• **Source data**:
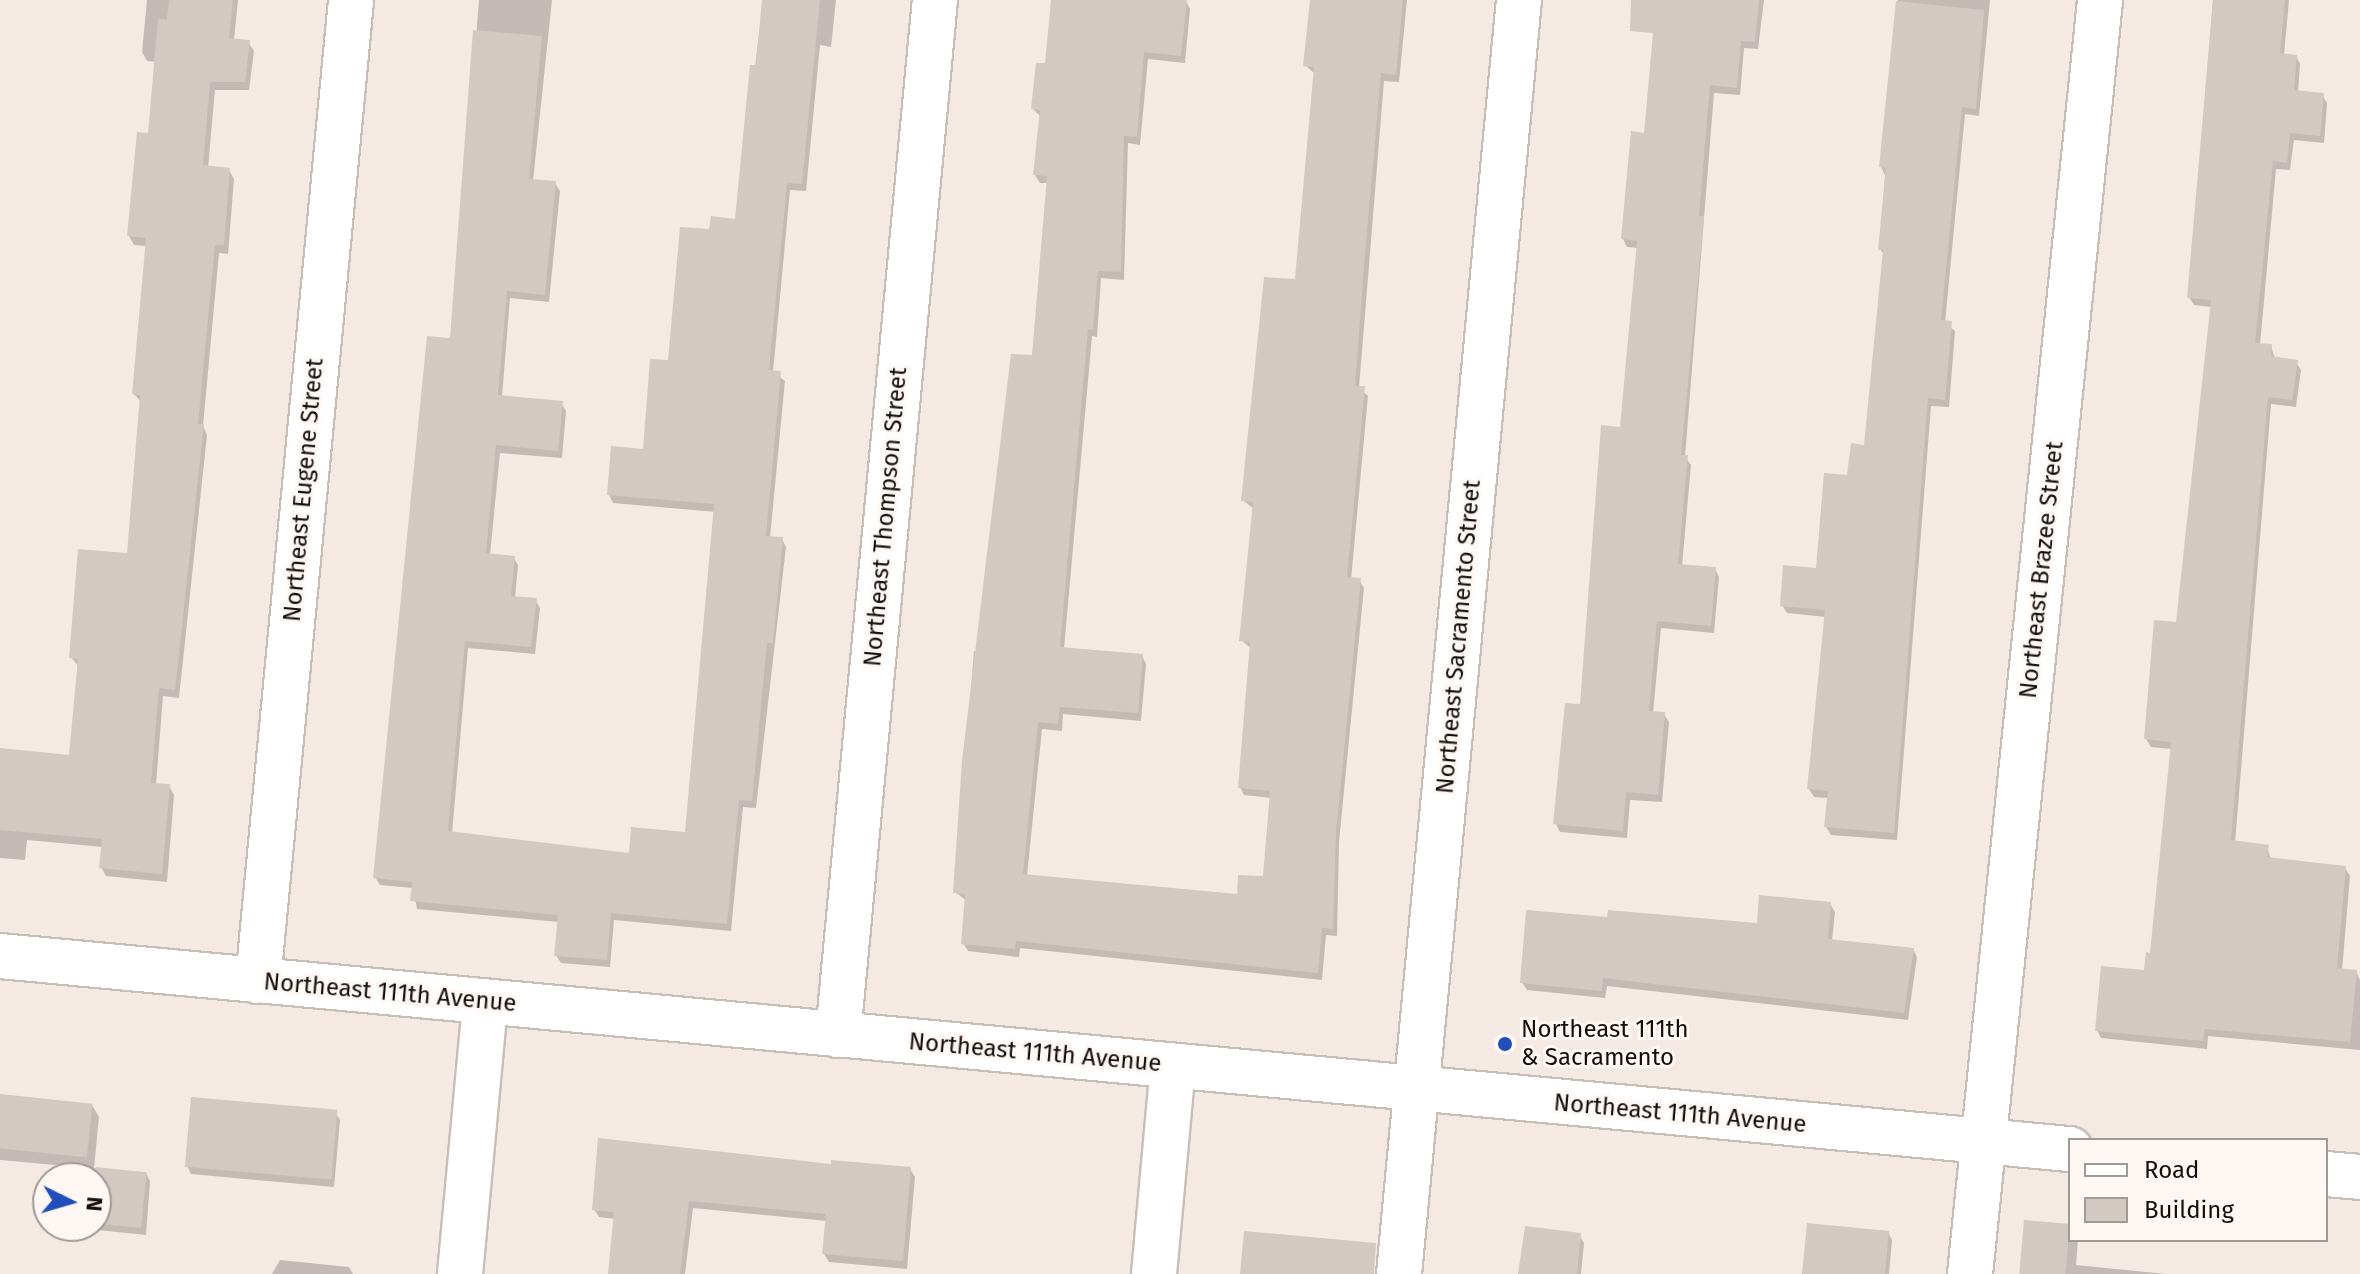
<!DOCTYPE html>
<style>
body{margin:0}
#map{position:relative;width:2360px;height:1274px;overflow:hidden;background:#f4e9e3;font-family:"Fira Sans",sans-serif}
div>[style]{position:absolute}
.shadow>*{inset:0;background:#0003}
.building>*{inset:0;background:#d3c9c3;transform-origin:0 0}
.roads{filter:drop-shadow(2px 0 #c8beb8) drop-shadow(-2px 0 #c8beb8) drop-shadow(0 2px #c8beb8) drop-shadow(0 -2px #c8beb8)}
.minor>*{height:44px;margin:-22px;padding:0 22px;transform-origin:22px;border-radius:22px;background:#fff}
.dots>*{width:22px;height:22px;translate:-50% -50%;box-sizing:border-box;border:4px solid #fef7f3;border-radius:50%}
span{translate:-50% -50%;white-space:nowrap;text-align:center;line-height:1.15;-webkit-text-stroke:6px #fef7f3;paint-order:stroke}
.street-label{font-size:24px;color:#130f0d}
.poi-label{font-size:24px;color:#130f0d}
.left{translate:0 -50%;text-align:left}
.legend{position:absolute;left:2068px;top:1138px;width:260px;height:104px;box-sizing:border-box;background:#fef7f3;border:2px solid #a09a97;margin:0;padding:10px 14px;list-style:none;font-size:24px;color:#130f0d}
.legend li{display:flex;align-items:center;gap:16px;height:40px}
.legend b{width:40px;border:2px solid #a09a97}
.north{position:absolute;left:32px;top:1162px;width:80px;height:80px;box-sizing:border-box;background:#fef7f3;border:2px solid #a09a97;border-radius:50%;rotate:95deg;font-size:22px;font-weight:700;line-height:32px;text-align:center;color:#130f0d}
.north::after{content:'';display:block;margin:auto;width:28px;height:36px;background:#204fbd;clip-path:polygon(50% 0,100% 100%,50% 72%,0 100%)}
</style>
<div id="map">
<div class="shadow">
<div style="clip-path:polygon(147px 0,238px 0,234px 40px,248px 42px,254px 51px,249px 90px,215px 90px,208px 168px,229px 170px,234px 179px,228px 254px,219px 253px,203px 426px,207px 435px,179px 698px,163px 696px,156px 785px,169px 786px,174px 795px,167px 882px,106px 876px,101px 867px,103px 847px,27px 840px,25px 860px,0 858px,0 750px,71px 757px,79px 667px,71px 657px,128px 556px,142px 403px,134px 394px,148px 246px,134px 245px,129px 236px,150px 135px,157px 62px,147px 61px,142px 52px)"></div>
<div style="clip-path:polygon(479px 0,552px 0,533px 181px,555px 183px,560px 191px,549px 302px,510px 298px,502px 397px,561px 403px,566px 411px,562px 458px,500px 453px,490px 555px,513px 557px,518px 565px,515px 598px,535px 600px,540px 608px,535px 654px,468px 648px,452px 834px,630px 855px,687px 834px,716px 512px,613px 503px,609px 495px,644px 452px,710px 232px,737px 221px,763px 0,836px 0,831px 47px,820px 45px,806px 191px,790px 190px,773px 372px,785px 381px,770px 538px,782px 539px,786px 547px,756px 808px,743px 807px,731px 931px,614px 920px,610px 967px,561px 963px,556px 955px,559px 922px,417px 909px,413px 888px,380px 885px,375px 877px,452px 341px)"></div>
<div style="clip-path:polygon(1053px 0,1176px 0,1186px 1px,1190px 9px,1185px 63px,1148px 59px,1140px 145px,1128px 143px,1124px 280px,1101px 278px,1097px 337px,1092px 336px,1064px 649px,1142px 656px,1146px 664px,1141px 721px,1063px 714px,1062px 731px,1042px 729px,1027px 876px,1239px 896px,1265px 878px,1272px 798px,1244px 795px,1240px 787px,1252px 649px,1241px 640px,1254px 509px,1244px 501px,1297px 282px,1315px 74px,1306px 66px,1312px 0,1407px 0,1399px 82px,1384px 81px,1359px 388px,1368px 396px,1351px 580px,1359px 580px,1364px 588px,1339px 842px,1337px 936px,1326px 935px,1322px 980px,1020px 948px,1019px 957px,968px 951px,963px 943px,967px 901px,955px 892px,974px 651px,979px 652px,1034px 358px,1049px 183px,1040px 183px,1035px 175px,1041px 117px,1033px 109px,1046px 66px)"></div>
<div style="clip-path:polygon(1658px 0,1764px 0,1758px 49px,1744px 48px,1740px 95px,1714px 93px,1685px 457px,1691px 465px,1682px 566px,1715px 569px,1719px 577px,1714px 633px,1661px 628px,1653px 713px,1664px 714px,1669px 722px,1662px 802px,1630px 800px,1627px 838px,1560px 832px,1556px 824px,1582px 706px,1622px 429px,1639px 248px,1627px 247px,1623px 239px,1646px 135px)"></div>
<div style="clip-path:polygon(1898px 0,1990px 0,1979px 116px,1965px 114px,1945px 323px,1955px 331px,1949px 407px,1931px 406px,1897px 840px,1831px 835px,1826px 827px,1829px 798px,1814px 797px,1809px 789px,1826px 617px,1787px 613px,1782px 605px,1818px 570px,1849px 477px,1866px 447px,1885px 256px,1880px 249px,1885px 175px,1881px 167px)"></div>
<div style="clip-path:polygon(2213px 0,2289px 0,2284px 55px,2296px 56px,2300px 64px,2298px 93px,2322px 95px,2327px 103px,2324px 143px,2294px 140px,2290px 170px,2276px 169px,2260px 345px,2271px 346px,2275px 359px,2296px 362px,2301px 370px,2296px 407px,2271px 404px,2235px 843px,2267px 847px,2271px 860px,2345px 868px,2350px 876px,2342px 971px,2356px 972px,2360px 980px,2360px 1050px,2208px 1036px,2207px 1049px,2101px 1038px,2097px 1030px,2146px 972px,2152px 955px,2172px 749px,2151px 747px,2146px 739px,2178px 624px,2212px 307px,2194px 305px,2189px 297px)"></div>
<div style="clip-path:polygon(1830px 904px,1835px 912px,1832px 941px,1913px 949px,1917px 957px,1908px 1020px,1607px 986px,1605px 998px,1527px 990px,1522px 982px,1609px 919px,1758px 925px)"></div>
<div style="clip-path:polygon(0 1096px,92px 1105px,99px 1117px,94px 1168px,146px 1173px,150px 1181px,146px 1235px,88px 1229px,96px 1226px,96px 1178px,87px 1178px,88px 1168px,0 1160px)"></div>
<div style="clip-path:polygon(335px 1112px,340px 1120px,334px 1187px,191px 1174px,187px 1166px)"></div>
<div style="clip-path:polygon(833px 1167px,910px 1169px,915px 1177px,907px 1269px,829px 1262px,824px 1254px,827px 1221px,693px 1208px,685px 1274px,610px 1274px,616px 1219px,599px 1217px,594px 1209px)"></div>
<div style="clip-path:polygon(2026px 1222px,2070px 1226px,2070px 1240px,2078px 1240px,2076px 1265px,2166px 1274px,2022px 1274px)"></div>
<div style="clip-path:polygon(1888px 1232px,1892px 1240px,1889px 1274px,1804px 1274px)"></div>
<div style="clip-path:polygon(1579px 1235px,1584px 1243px,1581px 1274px,1521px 1274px)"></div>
<div style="clip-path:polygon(280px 1260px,349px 1267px,353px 1274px,272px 1274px)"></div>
</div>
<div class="building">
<div style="clip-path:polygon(169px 0,233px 0,229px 38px,250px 40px,245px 82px,210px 82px,203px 165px,230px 168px,224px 245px,215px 245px,198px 424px,204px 424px,175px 690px,159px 688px,151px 783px,170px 784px,162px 874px,99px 868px,102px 839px,0 830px,0 748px,69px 755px,78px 659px,69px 658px,78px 549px,127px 553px,140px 395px,132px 394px,146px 238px,127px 236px,137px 132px,148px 133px,158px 19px,167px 20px)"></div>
<div style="clip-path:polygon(762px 0,820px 0,802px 184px,787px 183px,769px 370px,781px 371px,766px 536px,783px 537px,773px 643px,767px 643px,752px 801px,739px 800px,727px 924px,611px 913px,607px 960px,554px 956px,558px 915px,410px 901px,412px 882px,373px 878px,427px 336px,450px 338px,473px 30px,542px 36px,529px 179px,556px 181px,545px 295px,507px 291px,498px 395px,563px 401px,558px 451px,496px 445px,486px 553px,515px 556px,511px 596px,537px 598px,531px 647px,465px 641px,448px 831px,629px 853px,631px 827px,685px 832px,714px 504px,607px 495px,611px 446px,643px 449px,650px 359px,668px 360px,680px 227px,709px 229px,711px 216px,735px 219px,750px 65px,756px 65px)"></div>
<div style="clip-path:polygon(1051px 0,1187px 0,1181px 56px,1144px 52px,1137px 137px,1124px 136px,1121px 272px,1098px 271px,1093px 330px,1088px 329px,1060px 647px,1143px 654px,1138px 713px,1060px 707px,1058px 724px,1038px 722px,1023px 874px,1237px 894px,1238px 875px,1263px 876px,1270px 791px,1238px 788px,1250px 642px,1239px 641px,1253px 502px,1241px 501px,1264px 277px,1295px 279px,1314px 67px,1303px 66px,1310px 0,1403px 0,1396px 75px,1381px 73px,1365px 255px,1355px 386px,1365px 386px,1347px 577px,1361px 578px,1336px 833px,1333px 929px,1322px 928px,1318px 973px,1016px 941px,1015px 949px,961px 944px,965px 894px,953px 893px,962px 761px,1011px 354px,1032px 355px,1047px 176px,1033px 175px,1040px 110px,1031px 109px,1036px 63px,1045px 63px)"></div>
<div style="clip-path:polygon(1631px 0,1759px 0,1755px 42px,1741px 41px,1737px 88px,1710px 85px,1699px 216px,1704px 216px,1681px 455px,1688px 455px,1678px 564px,1716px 567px,1711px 626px,1657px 621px,1649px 711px,1665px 712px,1658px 795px,1626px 792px,1623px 831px,1553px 824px,1565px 703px,1580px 704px,1601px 425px,1620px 427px,1637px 241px,1621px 239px,1631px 131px,1644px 133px,1653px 33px,1630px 31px)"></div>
<div style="clip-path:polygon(2213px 0,2285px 0,2280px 53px,2297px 55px,2294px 90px,2324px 93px,2320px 136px,2290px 133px,2287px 163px,2273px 161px,2255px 343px,2272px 344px,2271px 356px,2298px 360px,2292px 400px,2268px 397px,2231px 840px,2269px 845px,2267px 857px,2346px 866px,2337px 968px,2357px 970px,2350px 1042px,2205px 1029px,2203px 1041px,2095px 1031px,2101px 966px,2144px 970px,2146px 952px,2150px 953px,2171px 742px,2144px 739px,2154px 620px,2176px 622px,2211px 300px,2187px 298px)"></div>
<div style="clip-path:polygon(1896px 1px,1984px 10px,1976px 109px,1962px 107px,1941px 320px,1952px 321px,1945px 400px,1928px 398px,1894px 833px,1824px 827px,1828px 791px,1807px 789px,1825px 610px,1780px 606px,1783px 565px,1816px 568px,1824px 473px,1847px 475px,1851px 443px,1864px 445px,1883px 250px,1878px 250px,1886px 168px,1879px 167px)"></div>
<div style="clip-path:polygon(1759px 895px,1831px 902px,1828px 939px,1914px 948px,1904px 1013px,1603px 978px,1602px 991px,1520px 983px,1526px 910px,1607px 917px,1608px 910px,1757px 923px)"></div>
<div style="left:0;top:1094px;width:93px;height:54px;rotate:6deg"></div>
<div style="left:191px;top:1097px;width:147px;height:70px;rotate:5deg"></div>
<div style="clip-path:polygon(598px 1138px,831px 1164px,831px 1160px,911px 1167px,903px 1261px,822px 1254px,826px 1214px,689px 1201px,680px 1274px,608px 1274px,614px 1212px,592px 1210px)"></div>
<div style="left:96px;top:1167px;width:51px;height:56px;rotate:6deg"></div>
<div style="left:2024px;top:1220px;width:46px;height:54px;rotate:5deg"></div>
<div style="clip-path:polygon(1807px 1223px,1889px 1231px,1885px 1274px,1802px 1274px)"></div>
<div style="clip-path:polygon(1525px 1226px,1581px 1233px,1577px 1274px,1518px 1274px)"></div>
<div style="clip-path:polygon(1244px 1231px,1376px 1243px,1374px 1274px,1240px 1274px)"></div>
</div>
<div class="roads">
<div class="minor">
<div style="left:0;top:956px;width:2079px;rotate:5.33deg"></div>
<div style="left:258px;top:981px;width:985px;rotate:-84.58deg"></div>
<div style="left:838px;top:1035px;width:1040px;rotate:-84.65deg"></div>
<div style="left:2326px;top:1174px;width:34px;rotate:5deg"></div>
<div style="left:460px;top:1274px;width:272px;rotate:-84.7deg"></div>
<div style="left:1154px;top:1274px;width:209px;rotate:-84.8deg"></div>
<div style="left:1399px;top:1274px;width:1280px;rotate:-84.62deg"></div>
<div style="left:1970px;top:1274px;width:1281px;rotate:-84.17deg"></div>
</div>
</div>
<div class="dots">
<div style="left:1505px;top:1044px;background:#204fbd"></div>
</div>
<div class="street-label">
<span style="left:304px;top:490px;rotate:-85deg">Northeast Eugene Street</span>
<span style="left:886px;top:517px;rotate:-85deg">Northeast Thompson Street</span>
<span style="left:2042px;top:570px;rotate:-84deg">Northeast Brazee Street</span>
<span style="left:1459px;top:637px;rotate:-85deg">Northeast Sacramento Street</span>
<span style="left:390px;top:993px;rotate:5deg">Northeast 111th Avenue</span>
<span style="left:1035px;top:1053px;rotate:5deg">Northeast 111th Avenue</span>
<span style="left:1680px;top:1114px;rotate:5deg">Northeast 111th Avenue</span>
</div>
<div class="poi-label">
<span class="left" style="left:1521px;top:1044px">Northeast 111th<br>&amp; Sacramento</span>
</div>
<ul class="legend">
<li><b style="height:10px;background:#fff"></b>Road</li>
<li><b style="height:22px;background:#d3c9c3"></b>Building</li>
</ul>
<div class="north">N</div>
</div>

• **Assignment**: Once the line containing "0 #c8beb8) drop-shadow(-2px" has been located, transcribe exactly and only every line from the first line of the entries through it, excluding pictures.

• **Output**:
<!DOCTYPE html>
<style>
body{margin:0}
#map{position:relative;width:2360px;height:1274px;overflow:hidden;background:#f4e9e3;font-family:"Fira Sans",sans-serif}
div>[style]{position:absolute}
.shadow>*{inset:0;background:#0003}
.building>*{inset:0;background:#d3c9c3;transform-origin:0 0}
.roads{filter:drop-shadow(2px 0 #c8beb8) drop-shadow(-2px 0 #c8beb8) drop-shadow(0 2px #c8beb8) drop-shadow(0 -2px #c8beb8)}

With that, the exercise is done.